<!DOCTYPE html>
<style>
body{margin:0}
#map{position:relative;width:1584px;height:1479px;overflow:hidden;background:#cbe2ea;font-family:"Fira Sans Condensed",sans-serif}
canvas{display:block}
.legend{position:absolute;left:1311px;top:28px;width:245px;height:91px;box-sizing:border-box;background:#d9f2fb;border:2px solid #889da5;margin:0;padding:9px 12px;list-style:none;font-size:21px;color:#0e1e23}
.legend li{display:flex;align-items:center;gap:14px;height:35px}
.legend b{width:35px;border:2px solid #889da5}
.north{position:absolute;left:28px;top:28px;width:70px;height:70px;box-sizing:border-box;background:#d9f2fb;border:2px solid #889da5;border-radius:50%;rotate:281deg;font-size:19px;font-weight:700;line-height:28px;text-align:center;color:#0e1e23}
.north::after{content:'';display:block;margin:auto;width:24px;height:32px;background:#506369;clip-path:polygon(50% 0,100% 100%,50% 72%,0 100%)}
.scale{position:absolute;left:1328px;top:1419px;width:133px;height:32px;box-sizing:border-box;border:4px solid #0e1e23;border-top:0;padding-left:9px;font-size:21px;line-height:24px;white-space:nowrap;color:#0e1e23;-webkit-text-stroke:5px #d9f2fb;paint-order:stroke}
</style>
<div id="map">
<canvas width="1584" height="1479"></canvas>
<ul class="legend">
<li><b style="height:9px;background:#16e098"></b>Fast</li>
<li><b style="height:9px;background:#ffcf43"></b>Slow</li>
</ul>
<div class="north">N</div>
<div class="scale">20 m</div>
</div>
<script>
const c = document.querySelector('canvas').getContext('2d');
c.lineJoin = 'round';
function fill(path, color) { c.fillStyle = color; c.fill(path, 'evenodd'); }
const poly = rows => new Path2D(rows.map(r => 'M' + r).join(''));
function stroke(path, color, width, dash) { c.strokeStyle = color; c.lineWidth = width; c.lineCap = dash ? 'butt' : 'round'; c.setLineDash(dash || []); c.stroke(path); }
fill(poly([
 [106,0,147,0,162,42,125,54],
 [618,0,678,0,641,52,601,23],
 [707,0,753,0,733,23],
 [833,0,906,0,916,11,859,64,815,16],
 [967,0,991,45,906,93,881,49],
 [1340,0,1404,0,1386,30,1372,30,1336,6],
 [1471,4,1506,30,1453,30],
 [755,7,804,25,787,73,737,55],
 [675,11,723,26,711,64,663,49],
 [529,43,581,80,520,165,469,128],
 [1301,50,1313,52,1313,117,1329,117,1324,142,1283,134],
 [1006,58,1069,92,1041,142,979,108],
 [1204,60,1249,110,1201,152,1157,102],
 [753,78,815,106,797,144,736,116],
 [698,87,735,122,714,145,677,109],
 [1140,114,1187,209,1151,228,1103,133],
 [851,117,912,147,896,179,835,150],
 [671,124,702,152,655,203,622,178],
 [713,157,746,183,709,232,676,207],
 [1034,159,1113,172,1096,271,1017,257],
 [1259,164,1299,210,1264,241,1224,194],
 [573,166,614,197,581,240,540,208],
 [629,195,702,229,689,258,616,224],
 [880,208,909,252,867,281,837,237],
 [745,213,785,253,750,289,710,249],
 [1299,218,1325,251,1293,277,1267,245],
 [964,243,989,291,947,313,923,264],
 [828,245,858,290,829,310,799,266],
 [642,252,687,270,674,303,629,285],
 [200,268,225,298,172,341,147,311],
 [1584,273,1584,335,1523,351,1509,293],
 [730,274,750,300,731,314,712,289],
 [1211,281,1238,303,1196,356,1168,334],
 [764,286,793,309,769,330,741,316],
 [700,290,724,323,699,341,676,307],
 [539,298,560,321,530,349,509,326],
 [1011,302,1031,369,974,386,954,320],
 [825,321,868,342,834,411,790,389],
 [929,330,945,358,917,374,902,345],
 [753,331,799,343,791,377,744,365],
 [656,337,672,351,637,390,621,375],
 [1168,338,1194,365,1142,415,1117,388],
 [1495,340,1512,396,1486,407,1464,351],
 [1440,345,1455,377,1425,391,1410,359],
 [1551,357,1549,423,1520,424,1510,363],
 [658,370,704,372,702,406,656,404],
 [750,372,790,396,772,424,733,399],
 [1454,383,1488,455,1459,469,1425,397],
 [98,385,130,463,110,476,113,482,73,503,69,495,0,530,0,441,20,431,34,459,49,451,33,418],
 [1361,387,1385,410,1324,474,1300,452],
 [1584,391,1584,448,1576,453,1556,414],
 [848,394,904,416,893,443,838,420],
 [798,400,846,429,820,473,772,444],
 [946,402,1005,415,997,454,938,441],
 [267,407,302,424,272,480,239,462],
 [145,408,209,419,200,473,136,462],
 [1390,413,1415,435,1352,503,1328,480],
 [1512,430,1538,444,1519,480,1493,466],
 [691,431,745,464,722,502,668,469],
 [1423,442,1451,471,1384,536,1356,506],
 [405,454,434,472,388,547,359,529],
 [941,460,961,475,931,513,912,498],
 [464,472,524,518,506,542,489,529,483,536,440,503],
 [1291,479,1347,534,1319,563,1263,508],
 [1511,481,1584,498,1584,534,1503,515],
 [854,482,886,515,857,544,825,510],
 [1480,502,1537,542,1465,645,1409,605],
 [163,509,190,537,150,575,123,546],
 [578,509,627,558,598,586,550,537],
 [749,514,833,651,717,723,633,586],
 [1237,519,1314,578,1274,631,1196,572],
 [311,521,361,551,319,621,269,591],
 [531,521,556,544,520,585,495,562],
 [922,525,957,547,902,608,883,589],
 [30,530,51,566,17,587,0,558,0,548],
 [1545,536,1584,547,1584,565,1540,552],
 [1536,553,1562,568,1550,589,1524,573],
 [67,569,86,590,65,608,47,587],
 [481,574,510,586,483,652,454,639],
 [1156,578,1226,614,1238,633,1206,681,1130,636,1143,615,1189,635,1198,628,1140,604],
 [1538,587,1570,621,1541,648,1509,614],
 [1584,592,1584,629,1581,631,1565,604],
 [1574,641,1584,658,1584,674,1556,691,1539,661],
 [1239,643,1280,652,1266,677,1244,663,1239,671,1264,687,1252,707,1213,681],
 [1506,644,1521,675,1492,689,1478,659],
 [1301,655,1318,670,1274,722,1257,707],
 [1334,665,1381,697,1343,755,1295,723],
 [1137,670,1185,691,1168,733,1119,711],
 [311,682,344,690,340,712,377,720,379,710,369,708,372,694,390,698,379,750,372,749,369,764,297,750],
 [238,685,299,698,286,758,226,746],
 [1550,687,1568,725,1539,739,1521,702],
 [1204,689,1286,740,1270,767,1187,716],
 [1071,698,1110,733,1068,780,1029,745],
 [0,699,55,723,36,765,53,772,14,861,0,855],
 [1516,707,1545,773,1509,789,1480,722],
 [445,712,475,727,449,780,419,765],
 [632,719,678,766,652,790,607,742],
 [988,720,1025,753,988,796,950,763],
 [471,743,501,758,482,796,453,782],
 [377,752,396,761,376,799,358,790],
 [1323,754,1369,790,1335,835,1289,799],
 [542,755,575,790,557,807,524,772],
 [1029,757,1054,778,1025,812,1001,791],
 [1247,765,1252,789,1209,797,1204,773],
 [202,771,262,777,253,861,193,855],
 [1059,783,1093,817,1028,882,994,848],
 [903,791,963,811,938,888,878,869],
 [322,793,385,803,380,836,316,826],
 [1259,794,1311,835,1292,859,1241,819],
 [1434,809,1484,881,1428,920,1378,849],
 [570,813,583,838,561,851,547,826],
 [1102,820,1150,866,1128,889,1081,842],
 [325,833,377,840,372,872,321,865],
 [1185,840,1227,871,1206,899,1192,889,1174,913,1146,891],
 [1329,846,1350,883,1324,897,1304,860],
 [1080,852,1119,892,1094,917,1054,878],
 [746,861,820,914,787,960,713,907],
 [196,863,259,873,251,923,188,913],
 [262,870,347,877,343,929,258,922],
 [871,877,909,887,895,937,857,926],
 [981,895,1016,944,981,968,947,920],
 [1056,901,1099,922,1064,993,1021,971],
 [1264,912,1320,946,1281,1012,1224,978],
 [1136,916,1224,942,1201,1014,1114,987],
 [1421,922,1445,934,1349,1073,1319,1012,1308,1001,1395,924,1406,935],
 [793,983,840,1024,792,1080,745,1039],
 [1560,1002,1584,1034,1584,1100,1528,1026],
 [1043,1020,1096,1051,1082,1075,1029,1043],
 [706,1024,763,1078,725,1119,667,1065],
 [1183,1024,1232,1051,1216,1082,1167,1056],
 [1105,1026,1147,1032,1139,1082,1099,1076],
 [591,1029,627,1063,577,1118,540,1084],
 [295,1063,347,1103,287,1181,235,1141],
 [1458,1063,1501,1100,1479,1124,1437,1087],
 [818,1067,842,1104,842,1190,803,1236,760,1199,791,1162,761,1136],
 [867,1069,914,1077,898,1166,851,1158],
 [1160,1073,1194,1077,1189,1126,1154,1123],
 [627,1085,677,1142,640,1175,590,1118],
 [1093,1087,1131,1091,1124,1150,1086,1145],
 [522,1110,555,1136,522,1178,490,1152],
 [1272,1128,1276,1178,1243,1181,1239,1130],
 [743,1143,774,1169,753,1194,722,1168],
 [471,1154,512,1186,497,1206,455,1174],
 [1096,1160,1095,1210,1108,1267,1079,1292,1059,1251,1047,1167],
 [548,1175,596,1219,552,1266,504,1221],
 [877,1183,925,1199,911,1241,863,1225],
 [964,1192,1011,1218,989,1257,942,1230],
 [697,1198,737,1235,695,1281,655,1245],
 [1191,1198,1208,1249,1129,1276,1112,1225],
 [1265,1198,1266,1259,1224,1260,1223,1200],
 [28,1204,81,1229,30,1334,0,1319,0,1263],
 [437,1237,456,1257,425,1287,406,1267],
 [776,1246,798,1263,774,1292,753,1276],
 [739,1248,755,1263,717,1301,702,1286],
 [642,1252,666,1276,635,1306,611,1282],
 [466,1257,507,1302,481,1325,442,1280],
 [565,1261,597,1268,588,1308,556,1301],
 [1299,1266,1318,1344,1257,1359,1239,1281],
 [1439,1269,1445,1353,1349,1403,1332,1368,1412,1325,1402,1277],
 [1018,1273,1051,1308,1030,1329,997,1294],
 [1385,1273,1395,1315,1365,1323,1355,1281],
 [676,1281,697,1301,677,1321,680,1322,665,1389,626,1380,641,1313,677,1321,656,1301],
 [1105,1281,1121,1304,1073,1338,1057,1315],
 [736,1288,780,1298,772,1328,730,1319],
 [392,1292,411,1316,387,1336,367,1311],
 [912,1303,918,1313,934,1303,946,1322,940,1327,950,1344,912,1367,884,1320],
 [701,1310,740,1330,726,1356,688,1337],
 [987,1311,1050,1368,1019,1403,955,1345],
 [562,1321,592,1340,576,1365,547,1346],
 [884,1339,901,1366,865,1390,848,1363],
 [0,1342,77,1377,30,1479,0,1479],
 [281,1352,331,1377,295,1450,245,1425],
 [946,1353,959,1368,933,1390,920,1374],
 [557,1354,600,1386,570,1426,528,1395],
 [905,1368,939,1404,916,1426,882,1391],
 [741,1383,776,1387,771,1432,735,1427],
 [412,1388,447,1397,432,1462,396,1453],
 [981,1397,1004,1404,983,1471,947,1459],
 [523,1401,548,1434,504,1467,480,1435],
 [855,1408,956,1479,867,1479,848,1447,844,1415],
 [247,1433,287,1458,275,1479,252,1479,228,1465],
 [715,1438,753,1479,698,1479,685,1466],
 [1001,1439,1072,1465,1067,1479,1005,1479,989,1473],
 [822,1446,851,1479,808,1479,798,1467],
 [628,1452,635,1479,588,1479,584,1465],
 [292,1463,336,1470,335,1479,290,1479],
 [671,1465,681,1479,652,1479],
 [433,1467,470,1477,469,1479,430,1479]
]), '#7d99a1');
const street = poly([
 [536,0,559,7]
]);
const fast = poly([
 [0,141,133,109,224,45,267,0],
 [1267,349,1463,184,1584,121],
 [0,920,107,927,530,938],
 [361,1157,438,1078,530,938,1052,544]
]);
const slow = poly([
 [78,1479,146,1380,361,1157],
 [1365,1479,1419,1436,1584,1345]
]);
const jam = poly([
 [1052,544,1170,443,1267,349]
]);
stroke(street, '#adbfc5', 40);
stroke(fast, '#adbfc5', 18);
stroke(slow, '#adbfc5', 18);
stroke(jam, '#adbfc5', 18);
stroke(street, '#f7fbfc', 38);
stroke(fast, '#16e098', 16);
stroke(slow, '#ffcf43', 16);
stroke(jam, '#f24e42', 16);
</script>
■ ■ ■ ■ ■
# TASK STATEMENT
Where the string "canvas" appears in a line of the listing, copy that line.

# WRITTEN SOLUTION
canvas{display:block}
<canvas width="1584" height="1479"></canvas>
const c = document.querySelector('canvas').getContext('2d');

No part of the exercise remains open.